Это был мой первый день в детском доме, куда я приехал работать воспитателем. «Вот увидишь, Жозеф, — говорил мне Рафаэль, — это настоящий замок, там огромный парк со статуями и фонтанами, высокая башня, с которой видно Сену на несколько километров вверх и вниз по течению, только туда не разрешается залезать в одиночку. — Он вручил мне письмо для своего друга Жоржа и добавил: — И еще там все на „ты“».
В поместье жили сто двадцать пять детей, чьих родителей угнали в лагеря. Встретила меня Мирей, одна из вожатых. Я сразу заметил: тут что-то произошло, такой у всех был встревоженный вид, особенно у Любы, директора. В тот же вечер я должен был сам укладывать пятерых мальчишек из круглой спальни, и Мирей предложила мне днем побыть с ней — она работала с малышами, — чтобы мы поближе познакомились.
Перед полдником я старательно намазывал куски хлеба джемом, который выковыривал столовой ложкой из жестянки (получалось не так уж и плохо), и тут пришла Мирей и сказала, что нашелся мальчик, который убежал утром, как раз перед моим приездом, такое, сказала она, случается нередко, убегают обычно одни и те же дети.
Напоследок я подошел к Давиду и сел на край его кровати.
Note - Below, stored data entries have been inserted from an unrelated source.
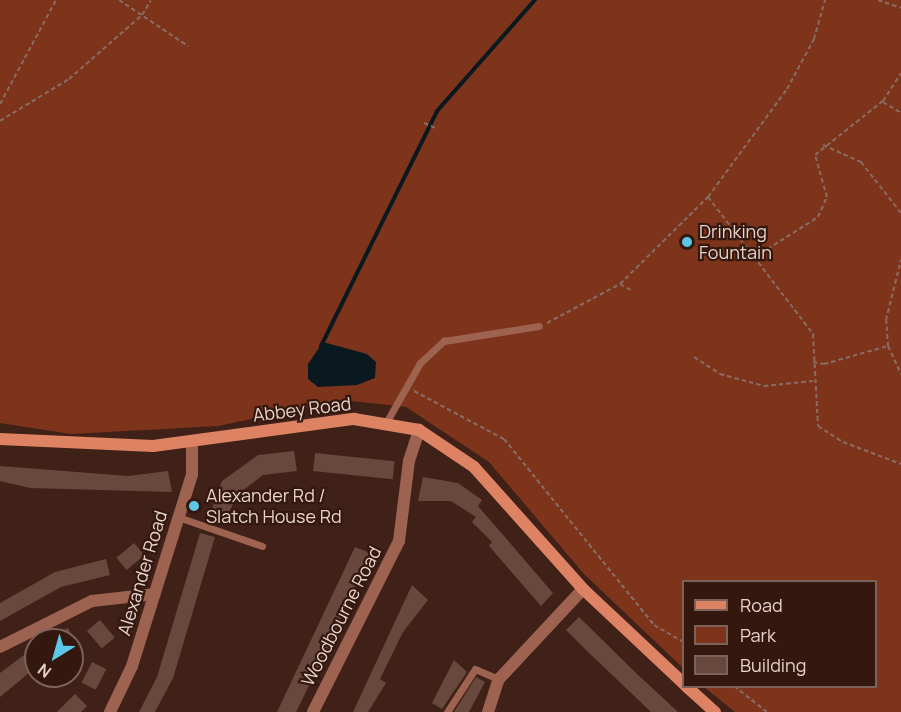 <!DOCTYPE html>
<style>
body{margin:0}
#map{position:relative;width:901px;height:712px;overflow:hidden;background:#3f2118;font-family:Manrope,sans-serif}
div>[style]{position:absolute}
.green>*{inset:0;background:#7d341a}
.water>*{inset:0;background:#0a191f}
.stream>*{height:4px;margin:-2px;padding:0 2px;transform-origin:2px;border-radius:2px;background:#0a191f}
.building>*{inset:0;background:#68483d;transform-origin:0 0}
.path>*{height:2px;margin-top:-1px;transform-origin:0;background:repeating-linear-gradient(90deg,#876d65 0 4.5px,transparent 0 7.5px)}
.lane>*{height:7px;margin:-3.5px;padding:0 3.5px;transform-origin:3.5px;border-radius:3.5px;background:#9d6350}
.street>*{height:12px;margin:-6px;padding:0 6px;transform-origin:6px;border-radius:6px;background:#9d6350}
.secondary>*{height:12px;margin:-6px;padding:0 6px;transform-origin:6px;border-radius:6px;background:#dd8263}
.dots>*{width:16px;height:16px;translate:-50% -50%;box-sizing:border-box;border:3px solid #34180e;border-radius:50%}
span{translate:-50% -50%;white-space:nowrap;text-align:center;line-height:1.15;-webkit-text-stroke:4.5px #34180e;paint-order:stroke}
.poi-label{font-size:18px;color:#e7d2cc}
.left{translate:0 -50%;text-align:left}
.street-label{font-size:18px;color:#e7d2cc}
.legend{position:absolute;left:682px;top:580px;width:195px;height:108px;box-sizing:border-box;background:#34180e;border:2px solid #7c625a;margin:0;padding:8px 10px;list-style:none;font-size:18px;color:#e7d2cc}
.legend li{display:flex;align-items:center;gap:12px;height:30px}
.legend b{width:30px;border:2px solid #7c625a}
.north{position:absolute;left:24px;top:628px;width:60px;height:60px;box-sizing:border-box;background:#34180e;border:2px solid #7c625a;border-radius:50%;rotate:217deg;font-size:16px;font-weight:700;line-height:24px;text-align:center;color:#e7d2cc}
.north::after{content:'';display:block;margin:auto;width:21px;height:27px;background:#5dc7e8;clip-path:polygon(50% 0,100% 100%,50% 72%,0 100%)}
</style>
<div id="map">
<div class="green">
<div style="clip-path:polygon(0 0,901px 0,901px 712px,735px 712px,704px 687px,876px 686px,876px 582px,684px 582px,683px 668px,584px 574px,489px 462px,406px 407px,343px 400px,218px 426px,71px 434px,0 423px)"></div>
</div>
<div class="water">
<div style="clip-path:polygon(323px 342px,367px 354px,376px 362px,375px 378px,357px 385px,318px 387px,308px 379px,308px 364px)"></div>
</div>
<div class="stream">
<div style="left:321px;top:346px;width:262px;rotate:-63.7deg"></div>
<div style="left:437px;top:111px;width:148px;rotate:-48.6deg"></div>
</div>
<div class="building">
<div style="clip-path:polygon(294px 451px,297px 471px,263px 475px,237px 495px,227px 517px,211px 511px,222px 481px,258px 455px)"></div>
<div style="left:315px;top:453px;width:80px;height:18px;rotate:6deg"></div>
<div style="clip-path:polygon(0 466px,128px 476px,168px 471px,172px 492px,30px 488px,0 481px)"></div>
<div style="clip-path:polygon(423px 477px,458px 483px,482px 500px,478px 506px,553px 593px,541px 606px,489px 546px,492px 542px,472px 522px,476px 517px,451px 501px,418px 501px)"></div>
<div style="clip-path:polygon(200px 533px,215px 537px,173px 678px,155px 712px,139px 712px,157px 677px)"></div>
<div style="left:134px;top:543px;width:16px;height:23px;rotate:50deg"></div>
<div style="clip-path:polygon(355px 547px,370px 553px,334px 635px,296px 712px,277px 712px)"></div>
<div style="clip-path:polygon(106px 559px,110px 575px,61px 587px,0 621px,0 603px,55px 572px)"></div>
<div style="clip-path:polygon(412px 585px,428px 600px,403px 632px,380px 679px,386px 683px,368px 712px,353px 712px)"></div>
<div style="clip-path:polygon(579px 617px,636px 673px,678px 712px,651px 712px,586px 650px,566px 630px)"></div>
<div style="left:100px;top:620px;width:23px;height:17px;rotate:50deg"></div>
<div style="clip-path:polygon(68px 628px,74px 640px,44px 640px)"></div>
<div style="clip-path:polygon(36px 646px,36px 667px,0 697px,0 673px)"></div>
<div style="clip-path:polygon(454px 660px,467px 672px,442px 709px,432px 703px)"></div>
<div style="left:92px;top:662px;width:16px;height:23px;rotate:27deg"></div>
<div style="clip-path:polygon(476px 677px,485px 682px,469px 712px,454px 712px)"></div>
<div style="clip-path:polygon(75px 694px,87px 706px,81px 712px,57px 712px)"></div>
</div>
<div class="path">
<div style="left:119px;top:0;width:83px;rotate:33.7deg"></div>
<div style="left:878px;top:0;width:24px;rotate:19deg"></div>
<div style="left:883px;top:102px;width:21px;rotate:31deg"></div>
<div style="left:0;top:104px;width:118px;rotate:-61.7deg"></div>
<div style="left:0;top:121px;width:81px;rotate:-31.3deg"></div>
<div style="left:69px;top:79px;width:97px;rotate:-41.2deg"></div>
<div style="left:142px;top:15px;width:17px;rotate:-59deg"></div>
<div style="left:424px;top:123px;width:12px;rotate:24deg"></div>
<div style="left:823px;top:145px;width:42px;rotate:24.1deg"></div>
<div style="left:861px;top:162px;width:65px;rotate:51.9deg"></div>
<div style="left:708px;top:197px;width:134px;rotate:-53.8deg"></div>
<div style="left:787px;top:89px;width:57px;rotate:-61.6deg"></div>
<div style="left:814px;top:39px;width:41px;rotate:-74.2deg"></div>
<div style="left:755px;top:257px;width:75px;rotate:-32.4deg"></div>
<div style="left:818px;top:217px;width:22px;rotate:-66deg"></div>
<div style="left:827px;top:197px;width:44px;rotate:-105.9deg"></div>
<div style="left:815px;top:155px;width:87px;rotate:-38.5deg"></div>
<div style="left:883px;top:101px;width:33px;rotate:-57deg"></div>
<div style="left:620px;top:284px;width:13px;rotate:29deg"></div>
<div style="left:547px;top:323px;width:83px;rotate:-28.1deg"></div>
<div style="left:620px;top:284px;width:124px;rotate:-44.7deg"></div>
<div style="left:708px;top:197px;width:173px;rotate:52.5deg"></div>
<div style="left:813px;top:334px;width:92px;rotate:86.9deg"></div>
<div style="left:818px;top:426px;width:30px;rotate:33deg"></div>
<div style="left:843px;top:442px;width:62px;rotate:20.8deg"></div>
<div style="left:888px;top:346px;width:26px;rotate:-94deg"></div>
<div style="left:886px;top:320px;width:62px;rotate:-76deg"></div>
<div style="left:694px;top:357px;width:31px;rotate:33deg"></div>
<div style="left:720px;top:374px;width:46px;rotate:15.3deg"></div>
<div style="left:764px;top:386px;width:49px;rotate:-5.8deg"></div>
<div style="left:813px;top:362px;width:11px;rotate:10deg"></div>
<div style="left:824px;top:364px;width:66px;rotate:-15.7deg"></div>
<div style="left:888px;top:346px;width:31px;rotate:65deg"></div>
<div style="left:414px;top:391px;width:102px;rotate:28.1deg"></div>
<div style="left:504px;top:439px;width:239px;rotate:51.1deg"></div>
<div style="left:654px;top:625px;width:34px;rotate:30deg"></div>
<div style="left:734px;top:686px;width:42px;rotate:38.2deg"></div>
</div>
<div class="lane">
<div style="left:387px;top:421px;width:67px;rotate:-60.4deg"></div>
<div style="left:420px;top:363px;width:33px;rotate:-43deg"></div>
<div style="left:444px;top:341px;width:96px;rotate:-9deg"></div>
<div style="left:178px;top:517px;width:89px;rotate:19deg"></div>
<div style="left:447px;top:712px;width:51px;rotate:-56.9deg"></div>
<div style="left:475px;top:669px;width:26px;rotate:23deg"></div>
</div>
<div class="street">
<div style="left:0;top:647px;width:103px;rotate:-26.6deg"></div>
<div style="left:92px;top:601px;width:63px;rotate:-6.3deg"></div>
<div style="left:110px;top:712px;width:51px;rotate:-64.4deg"></div>
<div style="left:132px;top:666px;width:200px;rotate:-72.6deg"></div>
<div style="left:192px;top:475px;width:34px;rotate:-90deg"></div>
<div style="left:313px;top:712px;width:191px;rotate:-63.3deg"></div>
<div style="left:399px;top:541px;width:81px;rotate:-82.9deg"></div>
<div style="left:409px;top:461px;width:33px;rotate:-72deg"></div>
<div style="left:488px;top:712px;width:35px;rotate:-72deg"></div>
<div style="left:499px;top:679px;width:123px;rotate:-47deg"></div>
</div>
<div class="secondary">
<div style="left:0;top:439px;width:153px;rotate:2.6deg"></div>
<div style="left:153px;top:446px;width:203px;rotate:-7.7deg"></div>
<div style="left:354px;top:419px;width:66px;rotate:9.6deg"></div>
<div style="left:419px;top:430px;width:66px;rotate:33.9deg"></div>
<div style="left:474px;top:467px;width:164px;rotate:48.2deg"></div>
<div style="left:583px;top:589px;width:139px;rotate:43.2deg"></div>
<div style="left:686px;top:686px;width:39px;rotate:42deg"></div>
</div>
<div class="dots">
<div style="left:687px;top:242px;background:#5dc7e8"></div>
<div style="left:194px;top:506px;background:#5dc7e8"></div>
</div>
<div class="poi-label">
<span class="left" style="left:699px;top:242px">Drinking<br>Fountain</span>
<span class="left" style="left:206px;top:506px">Alexander Rd /<br>Slatch House Rd</span>
</div>
<div class="street-label">
<span style="left:302px;top:409px;rotate:-7deg">Abbey Road</span>
<span style="left:142px;top:573px;rotate:-73deg">Alexander Road</span>
<span style="left:341px;top:616px;rotate:-63deg">Woodbourne Road</span>
</div>
<ul class="legend">
<li><b style="height:8px;background:#dd8263"></b>Road</li>
<li><b style="height:16px;background:#7d341a"></b>Park</li>
<li><b style="height:16px;background:#68483d"></b>Building</li>
</ul>
<div class="north">N</div>
</div>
Он не показывал мне фотографии, но, когда остальные улеглись по постелям, я увидел, что он тоже протягивает руку. А в ней зажата цепочка, на которой покачиваются массивные карманные часы.
— Твои? — спросил я, показывая на часы. — Можно посмотреть?
Давид не ответил. Он все так же держал часы на весу, но крепенький кулачок сжался еще сильнее — как будто мальчик хотел что-то показать мне и в то же время сохранить это в тайне.
Я не сразу сообразил, как поступить. А потом нагнулся, опершись на край кровати, и приставил ухо к часам. Соседи Давида замерли и не сводили с меня глаз.
— Отлично идут, — сказал я, немножко послушав.
Давид слабо улыбнулся.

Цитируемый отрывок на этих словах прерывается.